(Instructions to follow) Of all the lines below, return only those starting with the line holding "Transcribe the names" and going on through the line holding "Task: Give me a JSON index of this image.", exactly as written.

(Supplied records)

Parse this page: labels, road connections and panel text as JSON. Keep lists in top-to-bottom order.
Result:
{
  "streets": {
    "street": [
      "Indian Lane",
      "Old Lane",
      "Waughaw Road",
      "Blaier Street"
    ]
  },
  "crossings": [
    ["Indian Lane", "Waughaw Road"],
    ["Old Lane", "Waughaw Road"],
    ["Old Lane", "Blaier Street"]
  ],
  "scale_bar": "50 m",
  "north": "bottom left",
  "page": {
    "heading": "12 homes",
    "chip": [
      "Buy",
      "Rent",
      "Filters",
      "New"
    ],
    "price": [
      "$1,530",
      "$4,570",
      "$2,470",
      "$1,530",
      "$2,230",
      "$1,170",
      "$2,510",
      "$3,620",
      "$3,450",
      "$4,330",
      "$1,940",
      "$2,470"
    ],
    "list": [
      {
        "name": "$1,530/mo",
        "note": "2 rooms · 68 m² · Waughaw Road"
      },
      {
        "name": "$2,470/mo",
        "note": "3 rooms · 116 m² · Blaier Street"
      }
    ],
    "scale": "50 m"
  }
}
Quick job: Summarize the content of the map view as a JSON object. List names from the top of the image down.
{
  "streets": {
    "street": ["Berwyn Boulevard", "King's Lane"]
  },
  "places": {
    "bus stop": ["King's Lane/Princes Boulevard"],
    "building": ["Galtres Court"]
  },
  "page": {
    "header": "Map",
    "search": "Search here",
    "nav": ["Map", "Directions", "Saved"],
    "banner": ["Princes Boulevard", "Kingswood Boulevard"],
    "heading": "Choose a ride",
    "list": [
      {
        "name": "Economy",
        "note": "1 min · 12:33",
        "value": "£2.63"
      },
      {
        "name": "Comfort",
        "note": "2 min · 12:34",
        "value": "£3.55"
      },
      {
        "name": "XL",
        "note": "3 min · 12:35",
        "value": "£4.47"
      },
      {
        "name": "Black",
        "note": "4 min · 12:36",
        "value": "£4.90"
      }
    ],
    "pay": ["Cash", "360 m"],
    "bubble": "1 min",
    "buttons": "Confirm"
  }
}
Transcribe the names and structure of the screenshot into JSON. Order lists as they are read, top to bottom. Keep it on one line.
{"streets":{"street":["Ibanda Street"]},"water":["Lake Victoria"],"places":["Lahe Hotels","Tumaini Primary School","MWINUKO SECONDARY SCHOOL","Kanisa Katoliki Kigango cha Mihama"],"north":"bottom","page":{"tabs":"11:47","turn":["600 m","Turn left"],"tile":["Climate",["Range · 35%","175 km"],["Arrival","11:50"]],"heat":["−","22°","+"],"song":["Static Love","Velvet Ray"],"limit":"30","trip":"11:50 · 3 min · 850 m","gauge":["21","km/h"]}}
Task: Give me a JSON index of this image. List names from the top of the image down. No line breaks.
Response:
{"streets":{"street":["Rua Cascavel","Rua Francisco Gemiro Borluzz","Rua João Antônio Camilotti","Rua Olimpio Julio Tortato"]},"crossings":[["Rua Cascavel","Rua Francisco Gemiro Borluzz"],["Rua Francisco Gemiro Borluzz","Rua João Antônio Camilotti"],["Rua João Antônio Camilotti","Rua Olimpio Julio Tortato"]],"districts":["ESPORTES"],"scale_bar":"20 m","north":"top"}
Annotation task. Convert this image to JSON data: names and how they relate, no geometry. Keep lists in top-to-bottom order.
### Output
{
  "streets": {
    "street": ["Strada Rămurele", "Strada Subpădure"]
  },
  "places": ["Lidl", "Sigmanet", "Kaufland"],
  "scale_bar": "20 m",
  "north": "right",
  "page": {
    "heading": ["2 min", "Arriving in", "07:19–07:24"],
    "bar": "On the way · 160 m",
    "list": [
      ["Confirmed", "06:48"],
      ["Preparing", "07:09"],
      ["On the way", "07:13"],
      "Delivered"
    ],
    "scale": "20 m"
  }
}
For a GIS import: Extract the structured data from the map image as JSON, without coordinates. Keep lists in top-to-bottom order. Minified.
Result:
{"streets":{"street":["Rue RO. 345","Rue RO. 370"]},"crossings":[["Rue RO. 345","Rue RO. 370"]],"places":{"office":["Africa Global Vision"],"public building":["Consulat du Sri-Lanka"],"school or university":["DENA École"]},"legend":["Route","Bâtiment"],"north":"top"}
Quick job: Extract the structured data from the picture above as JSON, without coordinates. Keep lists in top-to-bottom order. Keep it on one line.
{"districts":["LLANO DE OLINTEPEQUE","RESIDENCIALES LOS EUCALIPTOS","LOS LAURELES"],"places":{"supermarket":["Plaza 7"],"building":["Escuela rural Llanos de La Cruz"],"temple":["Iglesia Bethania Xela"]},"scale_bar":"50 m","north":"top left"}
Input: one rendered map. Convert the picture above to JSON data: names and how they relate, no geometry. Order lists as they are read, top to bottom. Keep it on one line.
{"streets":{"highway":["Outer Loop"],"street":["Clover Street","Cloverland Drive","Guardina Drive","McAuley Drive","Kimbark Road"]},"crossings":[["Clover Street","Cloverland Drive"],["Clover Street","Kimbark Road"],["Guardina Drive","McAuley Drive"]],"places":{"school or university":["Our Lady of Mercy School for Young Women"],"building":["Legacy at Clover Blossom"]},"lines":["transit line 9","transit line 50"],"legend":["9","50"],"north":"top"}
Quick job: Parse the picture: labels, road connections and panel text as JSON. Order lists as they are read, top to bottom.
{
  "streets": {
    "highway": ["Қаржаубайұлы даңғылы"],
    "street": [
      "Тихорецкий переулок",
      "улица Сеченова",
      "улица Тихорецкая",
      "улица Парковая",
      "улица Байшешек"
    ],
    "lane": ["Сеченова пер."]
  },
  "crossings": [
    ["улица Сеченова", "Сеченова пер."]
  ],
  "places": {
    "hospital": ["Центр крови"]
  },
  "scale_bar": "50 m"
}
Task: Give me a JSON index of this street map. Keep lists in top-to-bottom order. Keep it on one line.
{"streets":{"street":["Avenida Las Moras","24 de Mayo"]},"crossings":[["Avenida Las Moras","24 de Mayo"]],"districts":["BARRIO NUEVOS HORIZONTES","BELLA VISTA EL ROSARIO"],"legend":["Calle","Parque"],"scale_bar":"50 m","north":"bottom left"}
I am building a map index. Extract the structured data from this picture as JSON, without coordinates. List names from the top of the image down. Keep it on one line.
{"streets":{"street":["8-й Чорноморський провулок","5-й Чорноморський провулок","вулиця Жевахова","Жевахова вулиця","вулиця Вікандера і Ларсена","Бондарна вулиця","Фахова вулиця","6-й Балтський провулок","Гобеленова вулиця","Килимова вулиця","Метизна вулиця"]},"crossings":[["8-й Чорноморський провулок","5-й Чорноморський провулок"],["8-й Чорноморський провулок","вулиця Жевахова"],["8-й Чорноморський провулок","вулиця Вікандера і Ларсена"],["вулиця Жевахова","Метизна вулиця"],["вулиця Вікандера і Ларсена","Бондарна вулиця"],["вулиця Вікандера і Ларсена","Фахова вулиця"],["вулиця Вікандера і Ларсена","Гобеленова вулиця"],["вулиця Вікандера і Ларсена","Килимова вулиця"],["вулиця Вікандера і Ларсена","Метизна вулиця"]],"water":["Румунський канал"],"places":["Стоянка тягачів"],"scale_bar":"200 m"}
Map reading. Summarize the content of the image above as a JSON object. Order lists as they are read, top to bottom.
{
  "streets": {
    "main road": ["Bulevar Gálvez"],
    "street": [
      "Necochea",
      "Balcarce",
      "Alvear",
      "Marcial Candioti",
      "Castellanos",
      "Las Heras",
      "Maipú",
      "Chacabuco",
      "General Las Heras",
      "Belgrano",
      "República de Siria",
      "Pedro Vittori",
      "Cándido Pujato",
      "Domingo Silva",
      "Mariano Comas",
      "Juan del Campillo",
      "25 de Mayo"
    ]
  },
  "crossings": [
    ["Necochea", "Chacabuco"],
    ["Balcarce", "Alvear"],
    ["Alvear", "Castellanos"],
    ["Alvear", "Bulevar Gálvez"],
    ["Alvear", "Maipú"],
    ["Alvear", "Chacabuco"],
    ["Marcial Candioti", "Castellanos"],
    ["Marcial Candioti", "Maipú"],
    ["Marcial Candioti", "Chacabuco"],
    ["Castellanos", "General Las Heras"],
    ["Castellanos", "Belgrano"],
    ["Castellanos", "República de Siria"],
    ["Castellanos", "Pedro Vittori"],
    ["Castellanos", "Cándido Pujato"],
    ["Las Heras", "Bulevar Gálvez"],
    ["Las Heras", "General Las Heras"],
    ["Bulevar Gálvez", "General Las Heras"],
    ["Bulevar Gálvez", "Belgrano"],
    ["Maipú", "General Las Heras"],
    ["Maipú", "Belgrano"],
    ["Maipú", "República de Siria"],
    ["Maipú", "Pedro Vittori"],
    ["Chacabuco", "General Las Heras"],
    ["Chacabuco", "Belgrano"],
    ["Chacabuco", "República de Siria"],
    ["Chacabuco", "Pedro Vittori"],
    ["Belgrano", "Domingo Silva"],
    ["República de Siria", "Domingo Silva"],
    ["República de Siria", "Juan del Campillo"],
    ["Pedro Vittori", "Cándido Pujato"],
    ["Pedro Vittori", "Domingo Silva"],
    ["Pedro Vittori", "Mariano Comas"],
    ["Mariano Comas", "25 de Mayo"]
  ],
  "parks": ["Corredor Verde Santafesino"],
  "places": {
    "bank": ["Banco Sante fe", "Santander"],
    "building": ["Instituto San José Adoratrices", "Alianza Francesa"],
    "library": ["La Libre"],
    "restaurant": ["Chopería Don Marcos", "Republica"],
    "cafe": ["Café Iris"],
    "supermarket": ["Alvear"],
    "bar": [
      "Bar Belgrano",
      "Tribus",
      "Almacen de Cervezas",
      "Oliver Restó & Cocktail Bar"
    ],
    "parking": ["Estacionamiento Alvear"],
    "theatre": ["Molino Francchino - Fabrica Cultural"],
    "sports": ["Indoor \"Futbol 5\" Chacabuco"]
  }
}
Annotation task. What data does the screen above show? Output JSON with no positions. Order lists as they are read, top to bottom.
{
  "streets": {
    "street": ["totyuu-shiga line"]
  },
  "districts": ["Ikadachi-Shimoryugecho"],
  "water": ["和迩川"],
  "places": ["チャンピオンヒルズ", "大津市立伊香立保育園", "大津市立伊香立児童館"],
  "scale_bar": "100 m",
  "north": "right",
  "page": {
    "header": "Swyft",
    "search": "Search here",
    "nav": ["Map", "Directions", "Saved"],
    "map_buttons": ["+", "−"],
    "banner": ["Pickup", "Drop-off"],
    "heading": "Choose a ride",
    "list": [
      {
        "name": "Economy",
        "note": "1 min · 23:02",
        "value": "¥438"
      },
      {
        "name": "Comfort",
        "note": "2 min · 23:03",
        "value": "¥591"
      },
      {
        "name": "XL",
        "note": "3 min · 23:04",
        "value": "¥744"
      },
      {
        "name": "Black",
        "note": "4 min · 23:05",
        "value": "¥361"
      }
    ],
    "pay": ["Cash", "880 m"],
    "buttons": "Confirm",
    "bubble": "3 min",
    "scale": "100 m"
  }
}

(Completed task)
Transcribe the names and structure of the screenshot into JSON. Order lists as they are read, top to bottom. Keep it on one line.
{"streets":{"street":["Ibanda Street"]},"water":["Lake Victoria"],"places":["Lahe Hotels","Tumaini Primary School","MWINUKO SECONDARY SCHOOL","Kanisa Katoliki Kigango cha Mihama"],"north":"bottom","page":{"tabs":"11:47","turn":["600 m","Turn left"],"tile":["Climate",["Range · 35%","175 km"],["Arrival","11:50"]],"heat":["−","22°","+"],"song":["Static Love","Velvet Ray"],"limit":"30","trip":"11:50 · 3 min · 850 m","gauge":["21","km/h"]}}
Task: Give me a JSON index of this image. List names from the top of the image down. No line breaks.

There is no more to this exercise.